### DATA TO EXAMINE
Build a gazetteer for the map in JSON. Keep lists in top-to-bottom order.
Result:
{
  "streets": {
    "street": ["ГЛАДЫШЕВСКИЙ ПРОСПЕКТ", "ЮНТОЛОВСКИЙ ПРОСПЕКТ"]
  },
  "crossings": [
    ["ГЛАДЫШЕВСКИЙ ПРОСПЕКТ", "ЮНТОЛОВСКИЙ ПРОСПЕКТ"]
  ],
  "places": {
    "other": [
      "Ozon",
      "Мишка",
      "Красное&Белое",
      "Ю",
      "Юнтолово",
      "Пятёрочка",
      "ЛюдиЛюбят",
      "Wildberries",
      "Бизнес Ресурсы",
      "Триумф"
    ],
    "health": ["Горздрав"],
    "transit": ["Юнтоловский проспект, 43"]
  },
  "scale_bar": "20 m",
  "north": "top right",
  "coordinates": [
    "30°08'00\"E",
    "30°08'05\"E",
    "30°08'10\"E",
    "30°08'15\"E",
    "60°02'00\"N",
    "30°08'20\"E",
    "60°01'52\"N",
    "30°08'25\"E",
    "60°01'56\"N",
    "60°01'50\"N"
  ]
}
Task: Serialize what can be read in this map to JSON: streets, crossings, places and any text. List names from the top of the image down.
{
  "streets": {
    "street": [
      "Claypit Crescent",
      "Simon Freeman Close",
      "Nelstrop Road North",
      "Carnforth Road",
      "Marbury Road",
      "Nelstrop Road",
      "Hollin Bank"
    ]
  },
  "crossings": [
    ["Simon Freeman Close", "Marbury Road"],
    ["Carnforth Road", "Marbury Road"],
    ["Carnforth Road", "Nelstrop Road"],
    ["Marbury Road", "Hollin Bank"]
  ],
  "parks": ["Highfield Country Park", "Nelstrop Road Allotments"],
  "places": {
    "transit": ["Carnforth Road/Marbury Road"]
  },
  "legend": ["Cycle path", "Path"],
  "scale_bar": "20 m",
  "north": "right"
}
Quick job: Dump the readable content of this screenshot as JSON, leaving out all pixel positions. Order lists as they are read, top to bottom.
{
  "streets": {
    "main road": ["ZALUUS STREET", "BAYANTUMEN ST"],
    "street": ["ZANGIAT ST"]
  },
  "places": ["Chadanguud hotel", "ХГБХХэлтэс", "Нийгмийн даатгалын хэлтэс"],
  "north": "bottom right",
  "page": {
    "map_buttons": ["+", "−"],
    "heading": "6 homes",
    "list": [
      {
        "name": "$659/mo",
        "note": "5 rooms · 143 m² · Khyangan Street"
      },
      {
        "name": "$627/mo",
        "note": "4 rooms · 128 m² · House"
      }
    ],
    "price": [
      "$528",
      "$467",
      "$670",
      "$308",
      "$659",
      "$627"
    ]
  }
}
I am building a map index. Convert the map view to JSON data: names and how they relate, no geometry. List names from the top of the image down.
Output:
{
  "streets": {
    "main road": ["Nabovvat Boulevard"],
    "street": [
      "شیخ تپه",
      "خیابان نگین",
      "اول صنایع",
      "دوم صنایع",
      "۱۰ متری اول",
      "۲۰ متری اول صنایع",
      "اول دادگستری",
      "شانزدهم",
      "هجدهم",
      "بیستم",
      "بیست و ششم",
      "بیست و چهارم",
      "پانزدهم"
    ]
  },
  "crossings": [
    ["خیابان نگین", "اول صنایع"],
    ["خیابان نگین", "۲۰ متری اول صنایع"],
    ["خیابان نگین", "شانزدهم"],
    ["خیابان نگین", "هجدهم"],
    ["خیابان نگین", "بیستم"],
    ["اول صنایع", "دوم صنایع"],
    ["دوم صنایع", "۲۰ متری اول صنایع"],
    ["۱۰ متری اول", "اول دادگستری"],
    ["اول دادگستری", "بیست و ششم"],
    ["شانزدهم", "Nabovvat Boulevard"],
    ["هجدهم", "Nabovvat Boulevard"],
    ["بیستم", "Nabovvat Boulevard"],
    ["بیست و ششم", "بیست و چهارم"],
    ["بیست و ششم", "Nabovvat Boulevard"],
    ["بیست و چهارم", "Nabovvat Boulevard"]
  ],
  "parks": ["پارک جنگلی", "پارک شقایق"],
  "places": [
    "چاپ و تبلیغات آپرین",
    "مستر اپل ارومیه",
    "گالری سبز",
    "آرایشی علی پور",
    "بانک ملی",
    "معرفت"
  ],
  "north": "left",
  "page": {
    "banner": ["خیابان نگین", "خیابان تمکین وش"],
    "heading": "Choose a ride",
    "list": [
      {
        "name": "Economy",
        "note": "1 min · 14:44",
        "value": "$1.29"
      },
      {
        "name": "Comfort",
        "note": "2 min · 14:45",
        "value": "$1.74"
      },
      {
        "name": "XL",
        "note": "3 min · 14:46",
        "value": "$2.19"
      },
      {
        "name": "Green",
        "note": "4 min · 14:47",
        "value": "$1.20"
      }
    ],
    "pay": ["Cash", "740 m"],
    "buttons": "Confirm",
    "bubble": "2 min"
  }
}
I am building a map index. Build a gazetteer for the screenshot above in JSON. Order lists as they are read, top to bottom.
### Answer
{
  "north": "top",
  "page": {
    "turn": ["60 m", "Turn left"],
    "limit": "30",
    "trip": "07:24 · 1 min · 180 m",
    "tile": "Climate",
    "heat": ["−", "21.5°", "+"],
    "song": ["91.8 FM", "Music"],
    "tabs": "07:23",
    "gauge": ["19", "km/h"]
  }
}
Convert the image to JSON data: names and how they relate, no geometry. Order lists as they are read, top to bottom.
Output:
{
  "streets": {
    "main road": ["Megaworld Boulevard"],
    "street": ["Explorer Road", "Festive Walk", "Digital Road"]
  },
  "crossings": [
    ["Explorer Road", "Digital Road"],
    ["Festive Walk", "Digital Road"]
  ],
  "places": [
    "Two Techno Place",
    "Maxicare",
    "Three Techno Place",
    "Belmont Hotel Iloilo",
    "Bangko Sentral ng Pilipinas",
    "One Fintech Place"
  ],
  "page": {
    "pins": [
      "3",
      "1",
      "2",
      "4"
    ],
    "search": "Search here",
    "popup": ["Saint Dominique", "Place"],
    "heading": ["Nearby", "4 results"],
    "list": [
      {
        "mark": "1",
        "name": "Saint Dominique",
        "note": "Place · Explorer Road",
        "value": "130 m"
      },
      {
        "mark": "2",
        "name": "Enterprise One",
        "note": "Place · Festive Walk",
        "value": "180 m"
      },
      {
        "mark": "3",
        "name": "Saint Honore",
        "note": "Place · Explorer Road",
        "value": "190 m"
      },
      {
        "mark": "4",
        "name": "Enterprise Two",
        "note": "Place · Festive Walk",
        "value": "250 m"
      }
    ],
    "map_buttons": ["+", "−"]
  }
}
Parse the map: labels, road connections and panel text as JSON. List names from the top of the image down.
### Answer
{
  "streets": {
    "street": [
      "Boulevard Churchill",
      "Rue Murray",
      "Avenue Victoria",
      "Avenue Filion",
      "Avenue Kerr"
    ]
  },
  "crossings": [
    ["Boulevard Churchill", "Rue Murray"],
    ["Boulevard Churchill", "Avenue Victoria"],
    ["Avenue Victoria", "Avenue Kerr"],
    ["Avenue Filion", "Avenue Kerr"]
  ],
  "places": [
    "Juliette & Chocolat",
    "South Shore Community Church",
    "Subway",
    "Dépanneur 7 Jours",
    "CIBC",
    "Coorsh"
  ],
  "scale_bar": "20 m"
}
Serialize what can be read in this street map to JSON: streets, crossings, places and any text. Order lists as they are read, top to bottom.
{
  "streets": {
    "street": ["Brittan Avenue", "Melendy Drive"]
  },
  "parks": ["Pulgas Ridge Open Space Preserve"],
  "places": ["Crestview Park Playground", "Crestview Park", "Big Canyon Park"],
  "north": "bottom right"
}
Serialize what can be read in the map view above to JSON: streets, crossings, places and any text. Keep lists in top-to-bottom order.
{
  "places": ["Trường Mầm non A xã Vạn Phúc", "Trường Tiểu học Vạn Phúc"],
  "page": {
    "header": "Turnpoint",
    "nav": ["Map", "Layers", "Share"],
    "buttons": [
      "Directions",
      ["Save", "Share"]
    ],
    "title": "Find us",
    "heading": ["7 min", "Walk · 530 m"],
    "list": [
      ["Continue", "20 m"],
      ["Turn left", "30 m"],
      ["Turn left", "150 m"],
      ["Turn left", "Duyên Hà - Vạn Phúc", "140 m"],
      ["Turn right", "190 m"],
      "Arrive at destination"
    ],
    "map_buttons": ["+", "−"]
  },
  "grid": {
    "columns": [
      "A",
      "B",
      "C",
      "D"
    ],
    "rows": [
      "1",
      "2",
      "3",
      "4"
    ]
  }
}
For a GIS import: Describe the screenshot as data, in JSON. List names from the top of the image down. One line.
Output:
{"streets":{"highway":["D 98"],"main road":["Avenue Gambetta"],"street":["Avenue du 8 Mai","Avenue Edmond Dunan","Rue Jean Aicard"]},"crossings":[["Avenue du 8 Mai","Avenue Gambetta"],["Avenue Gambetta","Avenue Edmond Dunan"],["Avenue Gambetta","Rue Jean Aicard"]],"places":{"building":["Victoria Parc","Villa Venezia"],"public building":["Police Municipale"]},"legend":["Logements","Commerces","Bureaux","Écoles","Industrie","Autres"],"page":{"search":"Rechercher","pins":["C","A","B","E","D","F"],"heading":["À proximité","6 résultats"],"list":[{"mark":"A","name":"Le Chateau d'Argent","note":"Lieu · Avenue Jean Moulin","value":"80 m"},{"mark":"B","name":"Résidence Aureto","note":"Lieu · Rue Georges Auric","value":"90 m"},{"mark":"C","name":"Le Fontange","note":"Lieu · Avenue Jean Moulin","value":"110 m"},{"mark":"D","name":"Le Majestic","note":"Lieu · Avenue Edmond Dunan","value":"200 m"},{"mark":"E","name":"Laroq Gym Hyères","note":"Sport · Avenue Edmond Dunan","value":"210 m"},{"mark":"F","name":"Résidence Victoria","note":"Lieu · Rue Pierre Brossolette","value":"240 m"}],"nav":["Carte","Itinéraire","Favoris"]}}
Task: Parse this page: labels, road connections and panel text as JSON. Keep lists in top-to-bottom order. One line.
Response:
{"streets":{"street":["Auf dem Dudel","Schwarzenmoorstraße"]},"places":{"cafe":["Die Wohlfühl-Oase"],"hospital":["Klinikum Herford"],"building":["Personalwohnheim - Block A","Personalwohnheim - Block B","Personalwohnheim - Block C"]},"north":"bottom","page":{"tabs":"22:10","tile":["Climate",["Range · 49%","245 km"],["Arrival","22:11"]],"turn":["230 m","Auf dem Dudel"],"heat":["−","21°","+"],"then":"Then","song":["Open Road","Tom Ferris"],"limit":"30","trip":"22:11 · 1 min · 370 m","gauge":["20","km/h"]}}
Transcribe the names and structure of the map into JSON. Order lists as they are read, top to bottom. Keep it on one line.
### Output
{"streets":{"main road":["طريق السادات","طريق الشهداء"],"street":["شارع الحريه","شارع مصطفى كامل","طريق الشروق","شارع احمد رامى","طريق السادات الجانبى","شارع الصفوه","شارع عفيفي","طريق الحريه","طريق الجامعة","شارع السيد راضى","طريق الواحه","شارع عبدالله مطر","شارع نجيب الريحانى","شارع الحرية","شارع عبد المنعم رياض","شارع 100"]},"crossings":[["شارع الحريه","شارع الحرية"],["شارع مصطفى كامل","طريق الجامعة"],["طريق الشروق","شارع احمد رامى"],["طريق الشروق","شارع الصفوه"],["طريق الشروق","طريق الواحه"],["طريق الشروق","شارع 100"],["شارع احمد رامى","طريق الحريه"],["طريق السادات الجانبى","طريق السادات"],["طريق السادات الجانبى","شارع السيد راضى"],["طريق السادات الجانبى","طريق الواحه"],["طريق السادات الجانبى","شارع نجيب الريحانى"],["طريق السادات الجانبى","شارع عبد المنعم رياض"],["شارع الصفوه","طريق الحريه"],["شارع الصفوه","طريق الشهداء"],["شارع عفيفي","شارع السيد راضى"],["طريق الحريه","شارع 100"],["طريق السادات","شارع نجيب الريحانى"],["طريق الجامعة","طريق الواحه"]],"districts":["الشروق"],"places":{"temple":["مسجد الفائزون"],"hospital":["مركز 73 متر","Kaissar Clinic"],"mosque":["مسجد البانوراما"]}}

### EXERCISE DIRECTIONS
Each line carrying the string "gauge" should be copied out from the entries.

### EXERCISE ANSWER
    "gauge": ["19", "km/h"]
{"streets":{"street":["Auf dem Dudel","Schwarzenmoorstraße"]},"places":{"cafe":["Die Wohlfühl-Oase"],"hospital":["Klinikum Herford"],"building":["Personalwohnheim - Block A","Personalwohnheim - Block B","Personalwohnheim - Block C"]},"north":"bottom","page":{"tabs":"22:10","tile":["Climate",["Range · 49%","245 km"],["Arrival","22:11"]],"turn":["230 m","Auf dem Dudel"],"heat":["−","21°","+"],"then":"Then","song":["Open Road","Tom Ferris"],"limit":"30","trip":"22:11 · 1 min · 370 m","gauge":["20","km/h"]}}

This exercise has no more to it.